Kale is huge. I mean, this is one abundant vegetable. I had to ask several people at the store if the massive green curly bunch the size of a small shrub was in fact kale. It was. I was like, can I just buy a leaf or two? But as we all learned from George Banks, you have to buy the whole product and can’t, unfortunately, remove the superfluous buns.
So I cleaned and chopped all that kale, removing the hard stems and slicing it into bite-size bits. Olive oil slowly heated in the pan as I worked, said pan looking smaller and smaller as I chopped. There was no way it was all going to fit in there, let alone have enough room to be tossed around. But that kale was no match for the hot pan — it wilted to half its size in mere moments.
These flavors might seem totally odd…they did to me. It’s difficult to breakout of the pumpkin-as-pie-only mentality, let alone start thinking of pumpkin as a savory complement to heartier flavors. The pumpkin puree thinned out from the heat and the addition of chicken stock. All the ingredients started to come together and formed a rather cohesive concotion.

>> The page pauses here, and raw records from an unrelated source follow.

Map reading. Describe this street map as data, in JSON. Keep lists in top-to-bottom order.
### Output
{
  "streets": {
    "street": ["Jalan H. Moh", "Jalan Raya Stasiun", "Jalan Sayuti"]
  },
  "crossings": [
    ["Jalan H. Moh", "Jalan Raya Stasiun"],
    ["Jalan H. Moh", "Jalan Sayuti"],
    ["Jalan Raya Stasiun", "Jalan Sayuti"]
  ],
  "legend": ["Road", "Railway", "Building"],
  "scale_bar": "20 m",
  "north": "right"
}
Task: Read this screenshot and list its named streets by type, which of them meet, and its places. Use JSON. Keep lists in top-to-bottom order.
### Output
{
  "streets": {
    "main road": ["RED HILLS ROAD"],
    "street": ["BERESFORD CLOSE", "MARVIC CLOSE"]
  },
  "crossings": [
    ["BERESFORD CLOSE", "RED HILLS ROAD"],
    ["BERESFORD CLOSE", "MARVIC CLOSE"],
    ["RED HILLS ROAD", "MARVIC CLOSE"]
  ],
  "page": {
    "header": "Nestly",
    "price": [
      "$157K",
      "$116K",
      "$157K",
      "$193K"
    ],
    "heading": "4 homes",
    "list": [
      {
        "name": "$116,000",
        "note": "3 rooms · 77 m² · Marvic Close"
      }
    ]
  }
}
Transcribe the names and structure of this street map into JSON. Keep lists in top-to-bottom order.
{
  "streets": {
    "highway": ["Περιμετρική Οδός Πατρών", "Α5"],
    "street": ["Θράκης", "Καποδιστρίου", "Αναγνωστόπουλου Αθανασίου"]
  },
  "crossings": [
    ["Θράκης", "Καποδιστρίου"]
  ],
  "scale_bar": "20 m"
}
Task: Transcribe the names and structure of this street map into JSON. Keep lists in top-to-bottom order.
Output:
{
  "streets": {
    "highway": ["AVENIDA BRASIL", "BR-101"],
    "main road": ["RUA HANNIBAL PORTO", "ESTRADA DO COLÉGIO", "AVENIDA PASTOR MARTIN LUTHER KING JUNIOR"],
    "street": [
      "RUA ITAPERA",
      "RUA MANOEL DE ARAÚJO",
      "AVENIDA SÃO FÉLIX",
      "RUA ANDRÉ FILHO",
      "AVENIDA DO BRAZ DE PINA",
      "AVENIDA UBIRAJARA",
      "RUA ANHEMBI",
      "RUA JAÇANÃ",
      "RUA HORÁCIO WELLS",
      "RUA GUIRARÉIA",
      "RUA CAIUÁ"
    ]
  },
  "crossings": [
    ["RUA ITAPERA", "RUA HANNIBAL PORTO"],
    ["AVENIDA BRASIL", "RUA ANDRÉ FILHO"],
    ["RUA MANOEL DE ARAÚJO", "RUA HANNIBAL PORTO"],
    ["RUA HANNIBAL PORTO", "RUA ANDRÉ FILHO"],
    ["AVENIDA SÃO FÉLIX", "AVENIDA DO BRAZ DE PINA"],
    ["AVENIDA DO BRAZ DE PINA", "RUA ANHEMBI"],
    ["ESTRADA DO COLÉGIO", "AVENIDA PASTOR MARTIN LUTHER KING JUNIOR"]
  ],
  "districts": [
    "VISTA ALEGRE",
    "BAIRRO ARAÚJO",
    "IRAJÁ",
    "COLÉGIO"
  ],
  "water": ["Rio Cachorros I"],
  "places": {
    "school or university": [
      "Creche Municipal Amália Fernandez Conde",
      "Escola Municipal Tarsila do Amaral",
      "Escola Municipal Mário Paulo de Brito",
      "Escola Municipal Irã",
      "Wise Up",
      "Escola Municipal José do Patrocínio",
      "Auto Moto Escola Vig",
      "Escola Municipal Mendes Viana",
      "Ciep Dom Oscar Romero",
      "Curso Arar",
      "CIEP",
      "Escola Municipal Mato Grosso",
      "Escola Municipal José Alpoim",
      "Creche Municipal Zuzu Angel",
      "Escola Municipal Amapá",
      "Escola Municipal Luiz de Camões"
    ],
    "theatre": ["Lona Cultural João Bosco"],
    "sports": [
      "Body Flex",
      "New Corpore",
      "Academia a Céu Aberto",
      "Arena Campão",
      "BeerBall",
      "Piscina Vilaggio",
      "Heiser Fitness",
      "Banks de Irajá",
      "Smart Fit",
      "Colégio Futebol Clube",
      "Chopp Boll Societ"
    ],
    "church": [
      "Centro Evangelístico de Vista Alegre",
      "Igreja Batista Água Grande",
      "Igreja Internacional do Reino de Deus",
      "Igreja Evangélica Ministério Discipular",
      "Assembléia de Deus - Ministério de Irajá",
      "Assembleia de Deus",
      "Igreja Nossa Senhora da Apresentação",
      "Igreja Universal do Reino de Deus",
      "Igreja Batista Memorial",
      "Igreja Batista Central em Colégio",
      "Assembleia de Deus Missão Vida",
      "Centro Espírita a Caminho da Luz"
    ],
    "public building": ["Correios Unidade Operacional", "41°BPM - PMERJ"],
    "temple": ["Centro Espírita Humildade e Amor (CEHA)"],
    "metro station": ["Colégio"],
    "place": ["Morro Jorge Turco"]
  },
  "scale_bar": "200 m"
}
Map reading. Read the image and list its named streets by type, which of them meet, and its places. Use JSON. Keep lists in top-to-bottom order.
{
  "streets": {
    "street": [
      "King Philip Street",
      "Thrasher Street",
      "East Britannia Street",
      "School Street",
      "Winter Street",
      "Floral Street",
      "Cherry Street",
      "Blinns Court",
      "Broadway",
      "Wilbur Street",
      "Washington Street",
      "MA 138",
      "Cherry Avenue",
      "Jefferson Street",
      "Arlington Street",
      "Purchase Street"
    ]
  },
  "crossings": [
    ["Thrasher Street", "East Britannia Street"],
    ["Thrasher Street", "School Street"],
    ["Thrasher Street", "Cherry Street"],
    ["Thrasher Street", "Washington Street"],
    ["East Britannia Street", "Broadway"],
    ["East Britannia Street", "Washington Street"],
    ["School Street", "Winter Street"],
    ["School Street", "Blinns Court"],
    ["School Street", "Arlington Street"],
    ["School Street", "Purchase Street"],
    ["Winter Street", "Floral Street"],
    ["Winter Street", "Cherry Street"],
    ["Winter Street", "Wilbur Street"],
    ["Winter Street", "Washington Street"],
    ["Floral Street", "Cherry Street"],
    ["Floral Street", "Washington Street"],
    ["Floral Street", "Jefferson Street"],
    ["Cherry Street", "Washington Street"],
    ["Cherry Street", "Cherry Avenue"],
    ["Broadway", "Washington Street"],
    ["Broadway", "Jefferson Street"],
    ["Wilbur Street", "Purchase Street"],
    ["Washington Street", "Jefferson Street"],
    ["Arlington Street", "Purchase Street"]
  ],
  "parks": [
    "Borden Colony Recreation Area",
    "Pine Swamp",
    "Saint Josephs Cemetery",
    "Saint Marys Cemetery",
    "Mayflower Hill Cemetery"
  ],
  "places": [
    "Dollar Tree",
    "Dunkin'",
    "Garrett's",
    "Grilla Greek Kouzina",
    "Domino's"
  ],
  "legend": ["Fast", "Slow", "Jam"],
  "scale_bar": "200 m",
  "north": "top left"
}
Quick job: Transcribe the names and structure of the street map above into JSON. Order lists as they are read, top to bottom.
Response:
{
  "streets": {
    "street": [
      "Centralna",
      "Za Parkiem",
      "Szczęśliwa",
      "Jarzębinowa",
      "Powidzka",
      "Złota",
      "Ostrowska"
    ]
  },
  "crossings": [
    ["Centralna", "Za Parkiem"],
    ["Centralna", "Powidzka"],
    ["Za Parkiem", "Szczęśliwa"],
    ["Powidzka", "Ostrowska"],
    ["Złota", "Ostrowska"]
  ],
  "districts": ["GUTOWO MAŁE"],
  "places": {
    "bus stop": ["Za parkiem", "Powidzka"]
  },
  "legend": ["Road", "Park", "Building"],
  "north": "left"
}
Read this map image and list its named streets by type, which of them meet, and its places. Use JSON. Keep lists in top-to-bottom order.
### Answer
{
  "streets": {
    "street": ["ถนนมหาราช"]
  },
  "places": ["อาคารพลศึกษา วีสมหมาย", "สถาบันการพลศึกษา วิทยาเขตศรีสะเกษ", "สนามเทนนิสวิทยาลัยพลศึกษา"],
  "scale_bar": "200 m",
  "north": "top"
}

The hot pasta immediately clings to the sauce and takes on a delightful orange hue. I love the colors in this dish — another point scored for using whole sundried tomatoes. It’s at this point in any baked pasta dish where you reach a fork in the proverbial road. Choose Your Own Pasta Adventure: Do you pour the mixture into a baking dish, top it with almonds, and pop it in the oven for half an hour OR scoop it into a bowl and gobble it up right now? It’s a difficult decision to make, one that involves serious will power and dedication to see the whole thing through to the crispy, browned end.
Somehow, I managed to hold out, cursing the luscious aromas that wafted past my face as I reached for my sliced almonds. Turning on the oven instead of grabbing a fork took an enormous amount of resistance on my part. But if Martha says to bake it, you bake it.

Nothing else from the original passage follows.